I hate web patents in general...I know a few things I've worked on that I think might should have been patented, but I didn't...but appending 'on the web' to a common practice should be obvious to anyone and thus nonpatentable.
What I did was deliberately link to a GPLed library I didn't really need. Was a command line argument one from memory...
Anyway what it meant is I 'unfortunately' was forced to provide the source code as GPL. Nobody looked at it closely enough to realise the library could be removed with about five minutes work.
Might work for you :)
I guess these guys just aren't as noble as the actual "inventor" of the World Wide Web, Sir Tim Berners-Lee. (http://en.wikipedia.org/wiki/Tim_Berners-Lee)
But did you publish it? If not, it doesn't matter. It was your trade secret, and now you lost it to the real feudal lords^H^H^H^H^H^H^H^H^H^H^H^Howners.
This is what happens when you don't share your inventions with the world. You should be grateful you can pay lordsys back for your violations in retrospect.
I dont get comments like this.
WTF?
Did you not read my post? I specifically said I did quite a few conferences where we showed this off. Beyond that, I actually gave code away to anyone that asked. I taught people how to do this...it was something I found to be pretty simple...other than the TCPIP stack and interfacing to the hypercard (it communicated via AppleEvents and it was a new thing to me trying to learn how to do this under C++) it was actually a dead simple idea.
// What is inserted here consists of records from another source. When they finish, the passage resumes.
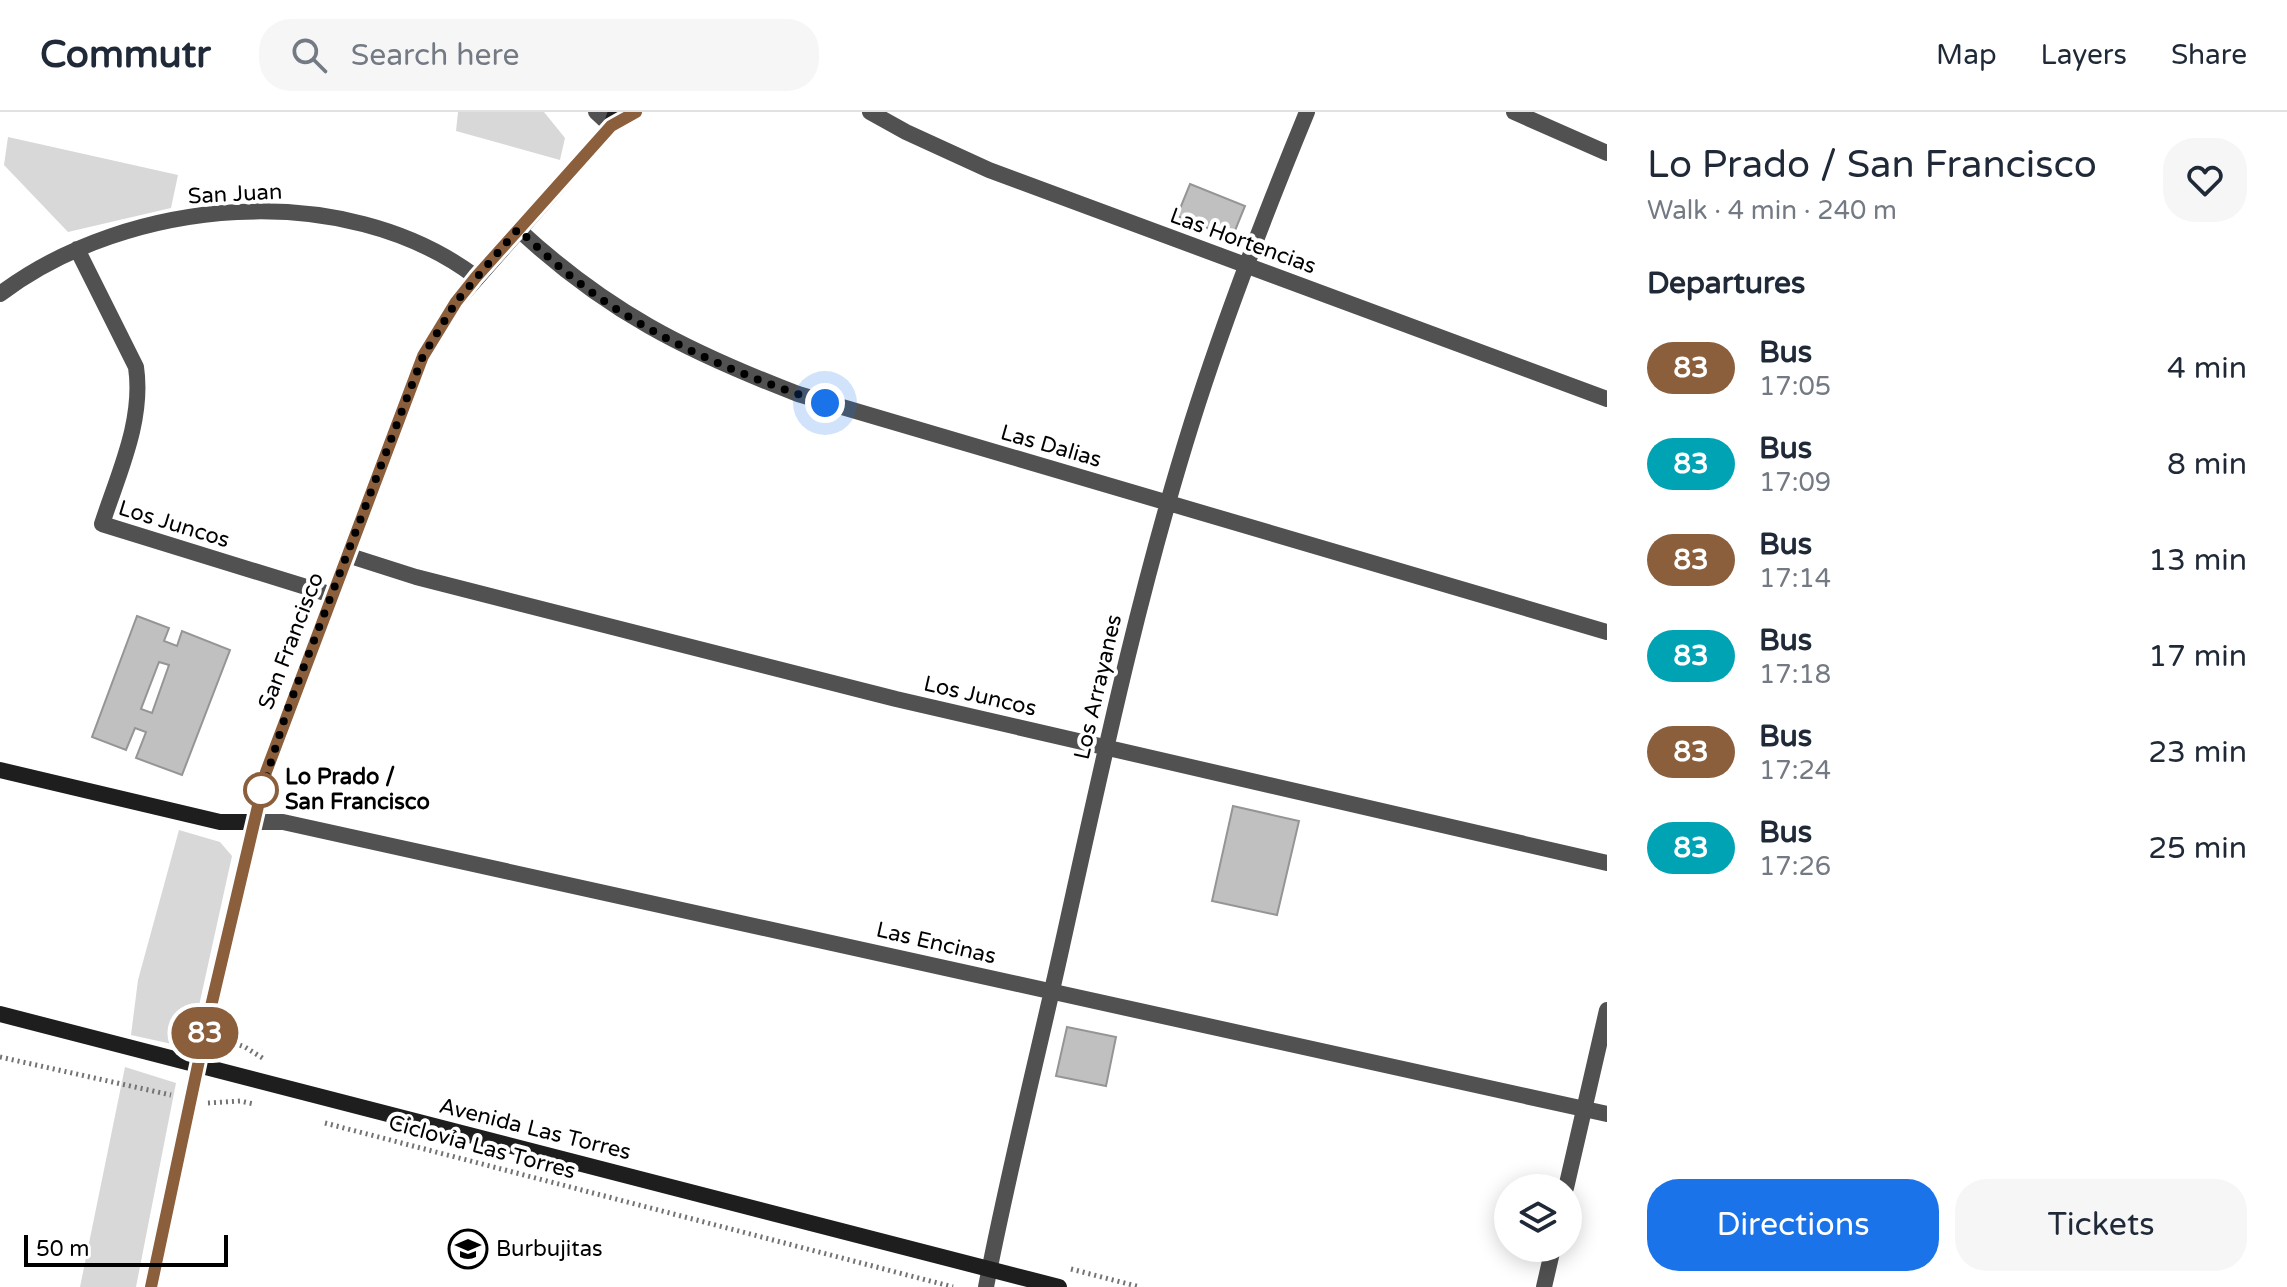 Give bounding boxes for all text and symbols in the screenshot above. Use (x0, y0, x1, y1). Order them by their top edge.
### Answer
search box (259, 19, 819, 91)
text: Commutr (40, 32, 211, 78)
icon: search (287, 33, 331, 77)
text: Search here (351, 37, 519, 74)
text: Map (1936, 38, 1997, 72)
text: Layers (2041, 38, 2127, 72)
text: Share (2171, 38, 2247, 72)
button: heart (2163, 138, 2247, 222)
text: Lo Prado / San Francisco (1647, 142, 2097, 188)
street label: San Juan (187, 179, 283, 209)
text: Walk · 4 min · 240 m (1647, 195, 1897, 226)
street label: Las Hortencias (1166, 203, 1320, 279)
text: Departures (1647, 265, 1805, 302)
text: Bus (1759, 334, 1812, 371)
text: 4 min (2167, 350, 2247, 387)
text: 83 (1673, 351, 1709, 385)
text: 17:05 (1759, 371, 1831, 402)
your location (805, 383, 845, 423)
street label: Las Dalias (997, 419, 1105, 473)
text: Bus (1759, 430, 1812, 467)
text: 8 min (2167, 446, 2247, 483)
text: 83 (1673, 447, 1709, 481)
text: 17:09 (1759, 467, 1831, 498)
street label: Los Juncos (115, 495, 233, 553)
text: Bus (1759, 526, 1812, 563)
text: 13 min (2148, 542, 2247, 579)
text: 83 (1673, 543, 1709, 577)
text: 17:14 (1759, 563, 1831, 594)
street label: San Francisco (253, 569, 329, 713)
street label: Los Arrayanes (1069, 612, 1127, 762)
text: Bus (1759, 622, 1812, 659)
text: 17 min (2148, 638, 2247, 675)
text: 83 (1673, 639, 1709, 673)
text: 17:18 (1759, 659, 1831, 690)
street label: Los Juncos (921, 670, 1039, 722)
text: Bus (1759, 718, 1812, 755)
text: 23 min (2148, 734, 2247, 771)
text: 83 (1673, 735, 1709, 769)
text: 17:24 (1759, 755, 1831, 786)
place label: Lo Prado / San Francisco (285, 764, 430, 815)
marker: Lo Prado / San Francisco (244, 773, 278, 807)
text: Bus (1759, 814, 1812, 851)
text: 25 min (2148, 830, 2247, 867)
text: 83 (1673, 831, 1709, 865)
text: 17:26 (1759, 851, 1831, 882)
street label: Las Encinas (874, 917, 998, 969)
line badge: 83 (169, 1007, 241, 1059)
text: 83 (187, 1016, 223, 1050)
street label: Avenida Las Torres (436, 1093, 634, 1165)
street label: Ciclovía Las Torres (386, 1110, 578, 1184)
map controls (1494, 1174, 1582, 1262)
button: layers (1494, 1174, 1582, 1262)
button: Directions (1647, 1179, 1939, 1271)
button: Tickets (1955, 1179, 2247, 1271)
school or university icon: Burbujitas (447, 1228, 489, 1270)
scale bar (24, 1231, 228, 1267)
text: 50 m (36, 1236, 90, 1262)
place label: Burbujitas (496, 1236, 603, 1262) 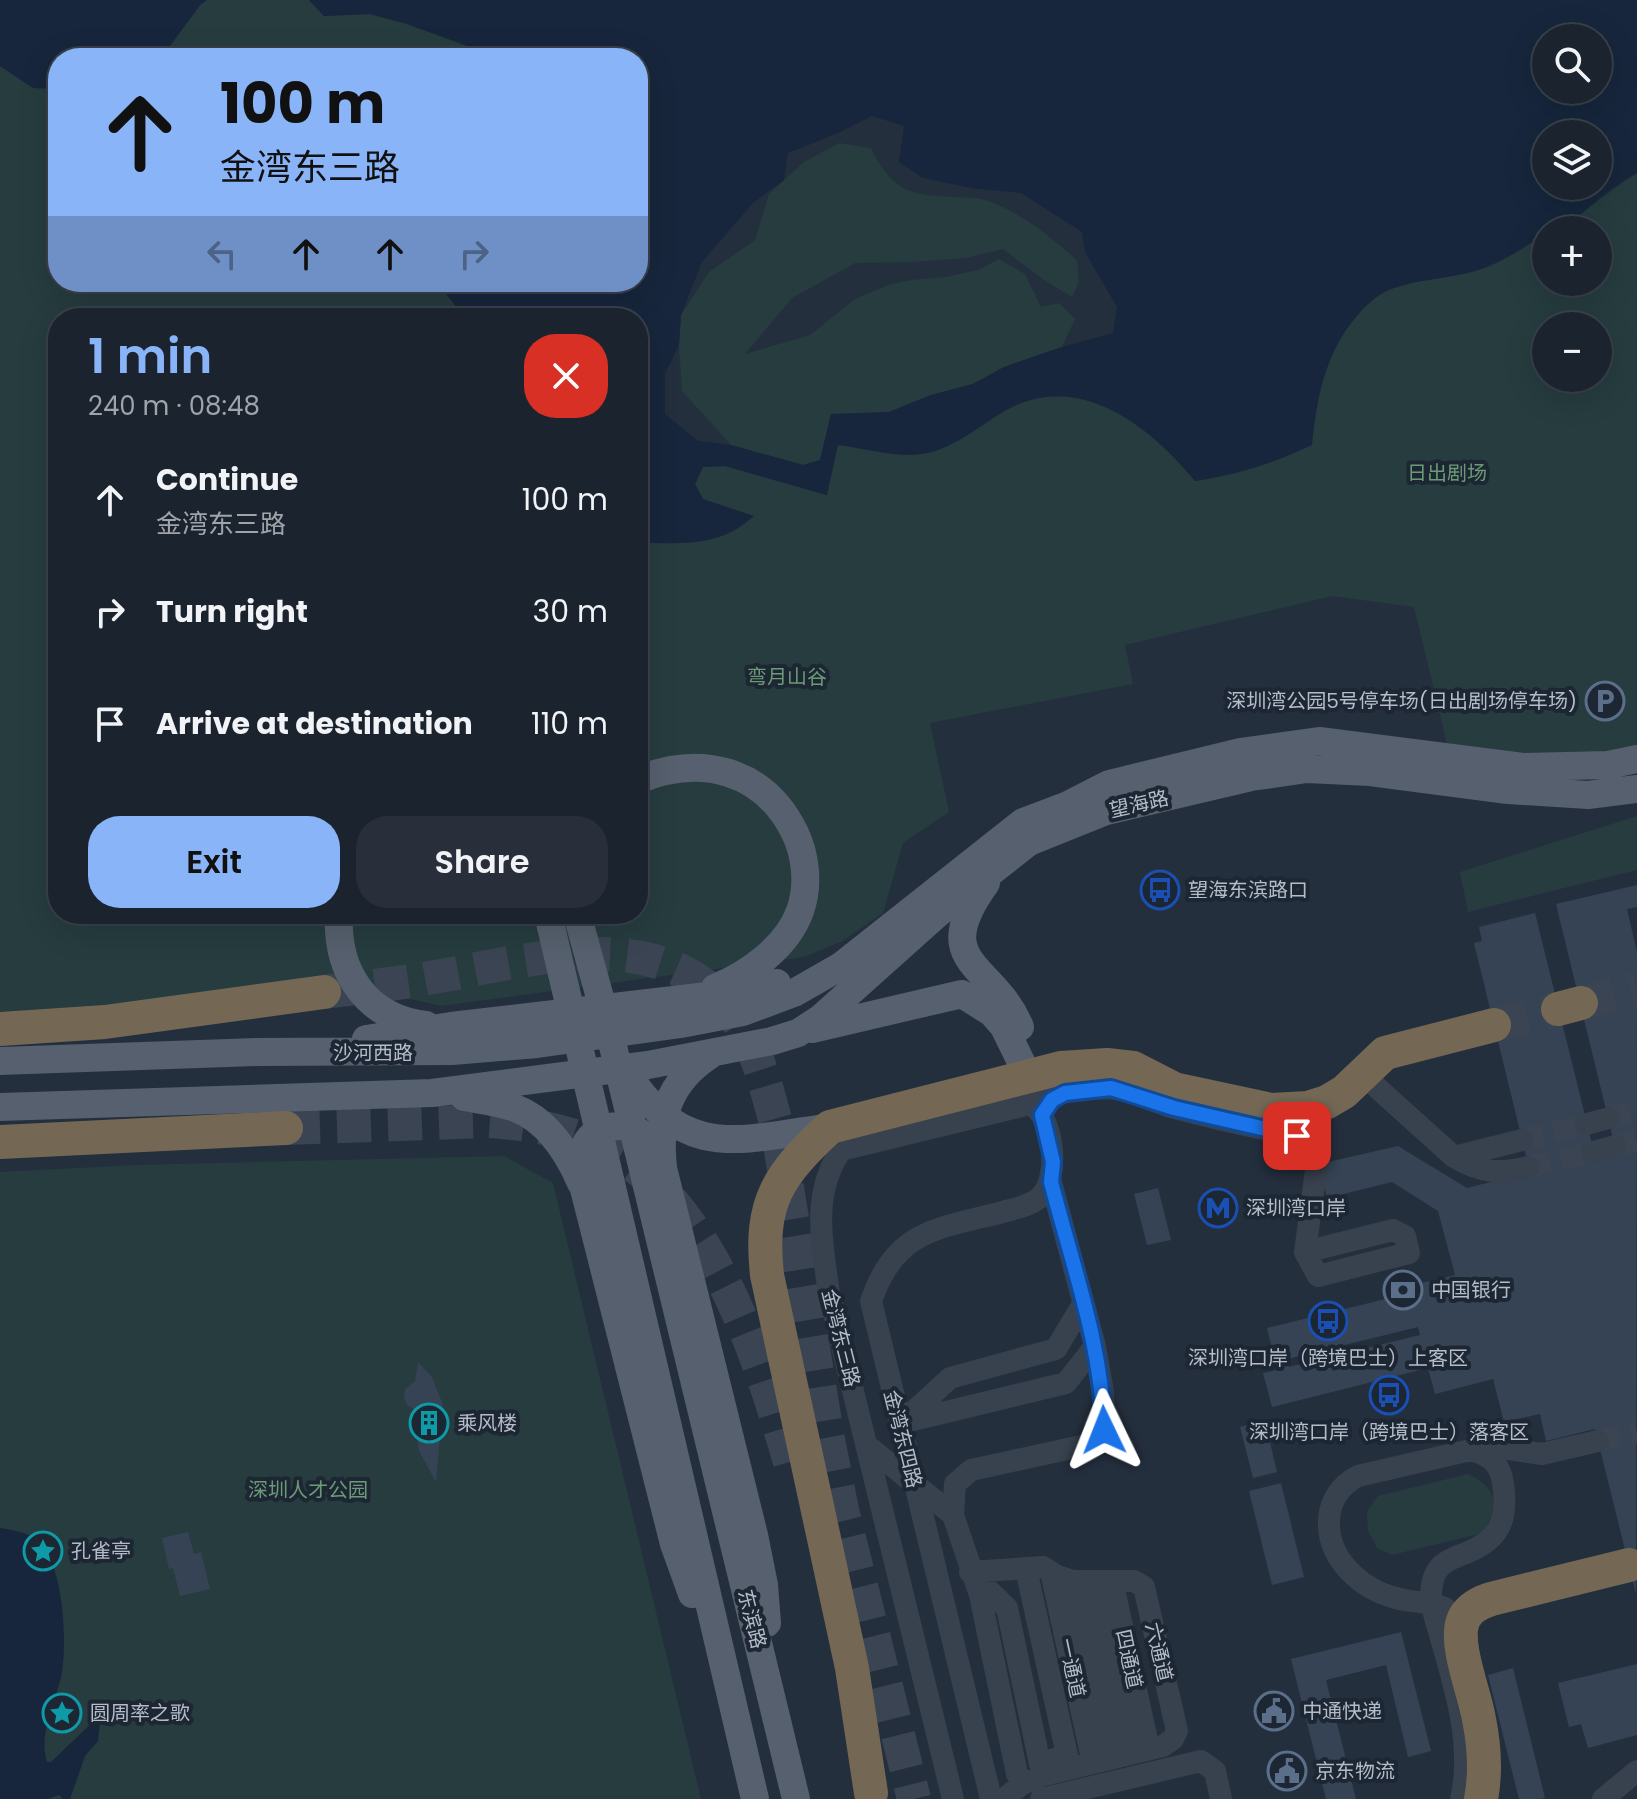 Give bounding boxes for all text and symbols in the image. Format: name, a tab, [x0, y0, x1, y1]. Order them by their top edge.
map controls	[1532, 24, 1612, 392]
button: search	[1532, 24, 1612, 104]
text: 100 m	[220, 64, 385, 143]
icon: ahead	[88, 80, 192, 184]
button: layers	[1532, 120, 1612, 200]
text: 金湾东三路	[220, 142, 400, 193]
button: +	[1532, 216, 1612, 296]
icon: left	[200, 232, 244, 276]
icon: ahead	[284, 232, 328, 276]
icon: ahead	[368, 232, 412, 276]
icon: right	[452, 232, 496, 276]
button: −	[1532, 312, 1612, 392]
text: 1 min	[88, 323, 212, 390]
button: close	[524, 334, 608, 418]
text: 240 m · 08:48	[88, 388, 260, 424]
text: Continue	[156, 458, 298, 501]
park label: 日出剧场	[1407, 459, 1487, 487]
icon: ahead	[88, 478, 132, 522]
text: 100 m	[522, 478, 608, 521]
text: 金湾东三路	[156, 506, 286, 542]
icon: right	[88, 590, 132, 634]
text: Turn right	[156, 590, 308, 633]
text: 30 m	[533, 590, 608, 633]
park label: 弯月山谷	[747, 663, 827, 691]
parking icon: 深圳湾公园5号停车场(日出剧场停车场)	[1584, 680, 1626, 722]
place label: 深圳湾公园5号停车场(日出剧场停车场)	[1226, 687, 1577, 715]
icon: arrive	[88, 702, 132, 746]
text: Arrive at destination	[156, 702, 473, 745]
text: 110 m	[531, 702, 608, 745]
street label: 望海路	[1107, 784, 1171, 824]
button: Exit	[88, 816, 340, 908]
button: Share	[356, 816, 608, 908]
bus stop icon: 望海东滨路口	[1139, 869, 1181, 911]
place label: 望海东滨路口	[1188, 876, 1308, 904]
street label: 沙河西路	[333, 1039, 413, 1067]
pin	[1263, 1102, 1331, 1170]
icon: arrive	[1275, 1114, 1319, 1158]
metro station icon: 深圳湾口岸	[1197, 1187, 1239, 1229]
place label: 深圳湾口岸	[1246, 1194, 1346, 1222]
bank icon: 中国银行	[1382, 1269, 1424, 1311]
place label: 中国银行	[1431, 1276, 1511, 1304]
street label: 金湾东三路	[815, 1286, 867, 1390]
bus stop icon: 深圳湾口岸（跨境巴士）上客区	[1307, 1300, 1349, 1342]
place label: 深圳湾口岸（跨境巴士）上客区	[1188, 1344, 1468, 1372]
bus stop icon: 深圳湾口岸（跨境巴士）落客区	[1368, 1374, 1410, 1416]
street label: 金湾东四路	[877, 1387, 929, 1491]
position arrow	[1062, 1388, 1146, 1472]
building icon: 乘风楼	[408, 1402, 450, 1444]
place label: 乘风楼	[457, 1409, 517, 1437]
place label: 深圳湾口岸（跨境巴士）落客区	[1249, 1418, 1529, 1446]
park label: 深圳人才公园	[248, 1476, 368, 1504]
place icon: 孔雀亭	[22, 1530, 64, 1572]
place label: 孔雀亭	[71, 1537, 131, 1565]
street label: 东滨路	[731, 1587, 773, 1651]
street label: 六通道	[1139, 1620, 1179, 1684]
street label: 四通道	[1109, 1627, 1149, 1691]
street label: 一通道	[1052, 1636, 1092, 1700]
public building icon: 中通快递	[1253, 1690, 1295, 1732]
place icon: 圆周率之歌	[41, 1692, 83, 1734]
place label: 中通快递	[1302, 1697, 1382, 1725]
place label: 圆周率之歌	[90, 1699, 190, 1727]
public building icon: 京东物流	[1266, 1750, 1308, 1792]
place label: 京东物流	[1315, 1757, 1395, 1785]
So did I publish it? Yes. I said that already. Was it a trade secret? Couldn't be given what I had previously stated.
And if it was a trade secret and someone else patented it? I'd be a stupid motherfucker to complain...I shared what I did with the public. Sounds like you are one of these knee jerk idiots that think unless someone is screaming GPL...INTELLECTUAL PROPERTIES SUCK AND IS NONREAL...that I get what I deserve. I don't believe in GPL...I believe in the public domain and / or BSD. I also believe that things should be able to be copyrighted if I so choose, and even patented if it were a novel idea. I think appending "on the web' does not make anything new...
I like their understanding of copyrights.
Especially how they use a YAML web design (under CC-A license) on their homepage without any attribution.